By Marina Rybak
I was only waiting for the right moment to highlight one of my inspirational influences – Edward Steichen (1879–1973), a 20th century artist, renowned for his groundbreaking photography. His iconic Chantilly lace-veiled portrait of Gloria Swanson is one of my favorites.
As an award-winning horticulturist with an experience in combat aerial photography Steichen once stated that he was “a painter first, last, and all the time” and photography was “only a side issue”. But it is a fine artist behind the lens, who excelled and captured a worldwide fame.
Steichen’s images reflected a true original, versatile and prolific in his expression. They ranged from the natural world to celebrity portraiture and fashion, unified in a similar poetic grace. A master sensualist, he did not shy away from the advertisement campaigns either, asserting that even Michelangelo wanted to be paid well for his work. He gave this venue his 100% artistic best. The commercial body of work includes lingerie images for Gossard and provocative nudes for Cannon Towels. His whimsical textile prints, designed for Stehli Silks are quite ingenious and still look ahead of the curve.

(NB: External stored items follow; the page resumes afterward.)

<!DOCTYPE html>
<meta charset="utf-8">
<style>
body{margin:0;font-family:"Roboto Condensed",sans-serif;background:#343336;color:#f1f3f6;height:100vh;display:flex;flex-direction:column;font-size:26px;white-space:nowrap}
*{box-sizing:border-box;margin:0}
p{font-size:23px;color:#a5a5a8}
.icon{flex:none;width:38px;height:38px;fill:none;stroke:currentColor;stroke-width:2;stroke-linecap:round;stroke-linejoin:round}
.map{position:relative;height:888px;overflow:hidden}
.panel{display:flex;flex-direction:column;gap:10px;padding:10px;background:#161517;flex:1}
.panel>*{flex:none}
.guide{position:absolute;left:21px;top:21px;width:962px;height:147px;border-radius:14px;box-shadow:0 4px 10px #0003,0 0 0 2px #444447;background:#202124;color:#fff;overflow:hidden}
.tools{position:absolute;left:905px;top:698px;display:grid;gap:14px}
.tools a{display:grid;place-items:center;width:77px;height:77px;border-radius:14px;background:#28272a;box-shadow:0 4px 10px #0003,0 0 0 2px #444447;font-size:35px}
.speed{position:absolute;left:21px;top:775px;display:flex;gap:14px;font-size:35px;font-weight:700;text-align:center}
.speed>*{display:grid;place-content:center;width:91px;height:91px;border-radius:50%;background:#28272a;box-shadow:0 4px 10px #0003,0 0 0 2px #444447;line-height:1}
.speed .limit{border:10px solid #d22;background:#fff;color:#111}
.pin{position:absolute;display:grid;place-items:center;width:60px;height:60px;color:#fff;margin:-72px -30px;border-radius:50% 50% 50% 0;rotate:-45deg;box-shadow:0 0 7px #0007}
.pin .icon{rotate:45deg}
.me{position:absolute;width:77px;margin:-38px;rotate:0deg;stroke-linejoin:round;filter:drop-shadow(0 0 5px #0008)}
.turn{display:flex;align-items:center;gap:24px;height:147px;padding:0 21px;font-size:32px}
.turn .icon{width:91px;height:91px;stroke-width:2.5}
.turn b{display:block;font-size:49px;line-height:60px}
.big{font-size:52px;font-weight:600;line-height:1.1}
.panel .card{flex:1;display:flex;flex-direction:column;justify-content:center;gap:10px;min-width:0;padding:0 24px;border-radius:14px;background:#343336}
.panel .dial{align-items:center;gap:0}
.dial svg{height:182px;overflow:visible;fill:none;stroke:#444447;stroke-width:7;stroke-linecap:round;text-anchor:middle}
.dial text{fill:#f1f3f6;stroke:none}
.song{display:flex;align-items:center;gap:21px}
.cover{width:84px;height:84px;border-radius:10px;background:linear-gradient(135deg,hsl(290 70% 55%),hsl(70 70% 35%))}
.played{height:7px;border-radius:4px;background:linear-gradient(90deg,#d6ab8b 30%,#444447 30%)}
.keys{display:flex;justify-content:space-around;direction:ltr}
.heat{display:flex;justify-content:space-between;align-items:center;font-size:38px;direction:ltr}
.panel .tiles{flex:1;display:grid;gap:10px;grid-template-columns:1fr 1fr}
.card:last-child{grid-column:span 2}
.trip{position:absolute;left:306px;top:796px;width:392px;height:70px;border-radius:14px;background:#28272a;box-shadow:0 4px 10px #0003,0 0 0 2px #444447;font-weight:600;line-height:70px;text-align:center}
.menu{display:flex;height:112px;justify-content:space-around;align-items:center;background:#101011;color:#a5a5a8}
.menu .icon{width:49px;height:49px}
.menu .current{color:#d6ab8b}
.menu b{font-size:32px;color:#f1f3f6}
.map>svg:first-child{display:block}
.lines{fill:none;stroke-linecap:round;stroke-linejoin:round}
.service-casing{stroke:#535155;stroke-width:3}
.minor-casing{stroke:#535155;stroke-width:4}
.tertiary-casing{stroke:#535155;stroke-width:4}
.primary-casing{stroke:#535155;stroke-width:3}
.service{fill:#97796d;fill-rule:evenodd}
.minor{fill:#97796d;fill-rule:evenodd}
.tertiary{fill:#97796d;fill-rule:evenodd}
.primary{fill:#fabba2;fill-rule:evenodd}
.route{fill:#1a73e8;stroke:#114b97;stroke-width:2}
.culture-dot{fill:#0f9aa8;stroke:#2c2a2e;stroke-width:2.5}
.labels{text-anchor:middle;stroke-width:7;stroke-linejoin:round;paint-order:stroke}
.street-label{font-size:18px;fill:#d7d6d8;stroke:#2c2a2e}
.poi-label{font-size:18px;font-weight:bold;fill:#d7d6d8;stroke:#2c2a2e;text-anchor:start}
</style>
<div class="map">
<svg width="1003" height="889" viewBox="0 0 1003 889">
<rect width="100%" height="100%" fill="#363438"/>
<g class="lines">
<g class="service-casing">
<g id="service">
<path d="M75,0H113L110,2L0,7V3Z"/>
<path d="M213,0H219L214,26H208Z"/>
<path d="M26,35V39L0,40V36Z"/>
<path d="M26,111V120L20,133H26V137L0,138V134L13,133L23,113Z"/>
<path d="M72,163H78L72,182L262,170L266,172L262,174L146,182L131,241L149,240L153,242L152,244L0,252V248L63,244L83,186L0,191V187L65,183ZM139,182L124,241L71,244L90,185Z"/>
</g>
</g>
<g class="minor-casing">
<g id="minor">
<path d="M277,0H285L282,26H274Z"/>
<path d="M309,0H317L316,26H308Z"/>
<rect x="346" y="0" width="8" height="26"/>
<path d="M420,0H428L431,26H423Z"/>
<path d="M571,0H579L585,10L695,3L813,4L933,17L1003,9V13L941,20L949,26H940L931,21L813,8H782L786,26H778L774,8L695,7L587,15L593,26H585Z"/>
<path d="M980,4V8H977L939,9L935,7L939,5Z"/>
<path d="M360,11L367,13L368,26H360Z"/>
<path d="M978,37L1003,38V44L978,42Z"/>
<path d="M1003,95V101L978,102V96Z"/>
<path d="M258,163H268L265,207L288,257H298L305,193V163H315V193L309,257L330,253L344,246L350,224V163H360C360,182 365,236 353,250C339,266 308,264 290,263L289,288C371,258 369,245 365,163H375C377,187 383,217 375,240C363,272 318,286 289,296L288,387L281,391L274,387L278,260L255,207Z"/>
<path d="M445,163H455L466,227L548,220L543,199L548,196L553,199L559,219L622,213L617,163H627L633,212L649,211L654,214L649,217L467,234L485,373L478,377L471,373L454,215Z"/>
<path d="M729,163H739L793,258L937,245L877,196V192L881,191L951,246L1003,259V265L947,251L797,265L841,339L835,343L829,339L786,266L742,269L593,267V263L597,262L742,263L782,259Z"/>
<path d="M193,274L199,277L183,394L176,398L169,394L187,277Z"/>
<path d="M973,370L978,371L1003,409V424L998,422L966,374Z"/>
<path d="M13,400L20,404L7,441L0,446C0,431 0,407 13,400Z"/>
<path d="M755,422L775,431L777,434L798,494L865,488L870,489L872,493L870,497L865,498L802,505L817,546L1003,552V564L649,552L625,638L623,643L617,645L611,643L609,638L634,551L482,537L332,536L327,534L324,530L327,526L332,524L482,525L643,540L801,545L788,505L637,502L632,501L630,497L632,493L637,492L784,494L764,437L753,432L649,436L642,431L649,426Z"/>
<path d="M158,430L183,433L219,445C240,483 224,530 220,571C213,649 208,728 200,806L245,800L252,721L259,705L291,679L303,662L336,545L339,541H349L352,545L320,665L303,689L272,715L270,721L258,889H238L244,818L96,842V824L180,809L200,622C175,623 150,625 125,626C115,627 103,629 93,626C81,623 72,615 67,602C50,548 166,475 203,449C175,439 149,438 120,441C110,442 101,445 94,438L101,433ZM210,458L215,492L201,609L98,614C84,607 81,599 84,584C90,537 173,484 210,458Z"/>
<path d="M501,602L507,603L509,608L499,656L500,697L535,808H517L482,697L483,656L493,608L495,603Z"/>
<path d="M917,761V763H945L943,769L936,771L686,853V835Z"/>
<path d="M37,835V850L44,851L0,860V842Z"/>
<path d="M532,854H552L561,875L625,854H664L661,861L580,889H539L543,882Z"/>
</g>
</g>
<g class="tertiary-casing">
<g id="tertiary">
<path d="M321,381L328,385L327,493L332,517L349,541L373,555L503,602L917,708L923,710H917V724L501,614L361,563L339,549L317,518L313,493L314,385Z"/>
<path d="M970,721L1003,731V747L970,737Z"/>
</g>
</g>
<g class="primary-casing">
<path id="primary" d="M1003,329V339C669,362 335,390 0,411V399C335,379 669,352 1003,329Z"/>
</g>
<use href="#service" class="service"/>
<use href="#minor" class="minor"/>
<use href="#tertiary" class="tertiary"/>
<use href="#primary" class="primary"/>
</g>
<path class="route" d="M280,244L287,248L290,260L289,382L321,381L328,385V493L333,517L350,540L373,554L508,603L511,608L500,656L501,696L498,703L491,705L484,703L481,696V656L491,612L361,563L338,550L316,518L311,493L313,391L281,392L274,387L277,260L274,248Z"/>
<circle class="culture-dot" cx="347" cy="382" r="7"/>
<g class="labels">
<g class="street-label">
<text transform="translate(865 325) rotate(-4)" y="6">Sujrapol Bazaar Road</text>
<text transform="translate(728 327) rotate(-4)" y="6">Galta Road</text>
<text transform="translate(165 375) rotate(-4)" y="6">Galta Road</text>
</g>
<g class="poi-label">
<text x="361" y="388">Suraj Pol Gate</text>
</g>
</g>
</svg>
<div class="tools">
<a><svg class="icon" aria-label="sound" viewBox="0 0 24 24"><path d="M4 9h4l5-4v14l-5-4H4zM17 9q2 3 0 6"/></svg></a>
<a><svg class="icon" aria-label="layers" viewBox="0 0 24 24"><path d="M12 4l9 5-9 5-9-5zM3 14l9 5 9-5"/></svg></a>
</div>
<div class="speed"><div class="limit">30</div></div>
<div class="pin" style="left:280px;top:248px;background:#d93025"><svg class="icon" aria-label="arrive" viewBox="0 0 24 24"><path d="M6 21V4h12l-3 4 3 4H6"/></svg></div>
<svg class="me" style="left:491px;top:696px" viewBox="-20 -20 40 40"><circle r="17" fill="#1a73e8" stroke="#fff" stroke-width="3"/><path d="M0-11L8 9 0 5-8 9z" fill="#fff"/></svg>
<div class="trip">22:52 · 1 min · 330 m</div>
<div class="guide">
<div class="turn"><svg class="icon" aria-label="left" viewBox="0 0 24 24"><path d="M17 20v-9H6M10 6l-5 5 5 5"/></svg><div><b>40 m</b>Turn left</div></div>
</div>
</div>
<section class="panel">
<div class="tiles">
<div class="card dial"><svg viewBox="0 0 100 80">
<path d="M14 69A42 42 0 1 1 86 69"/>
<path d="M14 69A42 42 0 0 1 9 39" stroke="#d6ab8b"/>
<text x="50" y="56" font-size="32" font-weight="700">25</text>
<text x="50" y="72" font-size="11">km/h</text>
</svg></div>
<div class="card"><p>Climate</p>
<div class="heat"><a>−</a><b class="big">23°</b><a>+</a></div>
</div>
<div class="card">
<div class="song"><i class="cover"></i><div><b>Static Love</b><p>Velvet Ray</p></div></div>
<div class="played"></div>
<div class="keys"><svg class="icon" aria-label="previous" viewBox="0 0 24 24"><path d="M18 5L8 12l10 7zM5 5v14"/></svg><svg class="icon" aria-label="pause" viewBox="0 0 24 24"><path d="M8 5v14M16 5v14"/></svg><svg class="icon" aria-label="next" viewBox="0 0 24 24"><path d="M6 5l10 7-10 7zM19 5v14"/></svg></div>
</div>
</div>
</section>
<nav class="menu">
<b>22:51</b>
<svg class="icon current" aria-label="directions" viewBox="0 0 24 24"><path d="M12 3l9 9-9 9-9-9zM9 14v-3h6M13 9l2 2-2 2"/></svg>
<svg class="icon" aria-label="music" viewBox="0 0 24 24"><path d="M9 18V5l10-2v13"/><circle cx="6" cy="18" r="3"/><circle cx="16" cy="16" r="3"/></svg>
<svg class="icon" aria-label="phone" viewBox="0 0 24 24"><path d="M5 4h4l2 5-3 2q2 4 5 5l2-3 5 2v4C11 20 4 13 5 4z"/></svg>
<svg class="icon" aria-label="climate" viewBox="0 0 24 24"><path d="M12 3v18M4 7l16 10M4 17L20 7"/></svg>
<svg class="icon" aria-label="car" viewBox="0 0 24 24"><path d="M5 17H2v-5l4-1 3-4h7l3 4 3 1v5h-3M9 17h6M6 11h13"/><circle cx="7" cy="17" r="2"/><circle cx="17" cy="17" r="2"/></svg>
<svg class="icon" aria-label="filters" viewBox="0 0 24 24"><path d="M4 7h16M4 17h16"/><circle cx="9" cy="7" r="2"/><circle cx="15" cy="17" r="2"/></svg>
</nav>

A gift of Steichen prints to the Whitney Museum of American Art prompted a current exhibition – EDWARD STEICHEN IN THE 1920S AND 1930S: A RECENT ACQUISITION. It is now in progress through February. On view are the works from the period when Steichen became the chief photographer for Vogue and Vanity Fair in 1923, a post lasting until 1937.
Replacing eccentric Pictorialist Baron Adolph de Meyer, Steichen changed the course of history, pioneering the “straight” photography. A Modernist in style, he is considered the first “modern” fashion photographer, charting the creative path for the generations to come.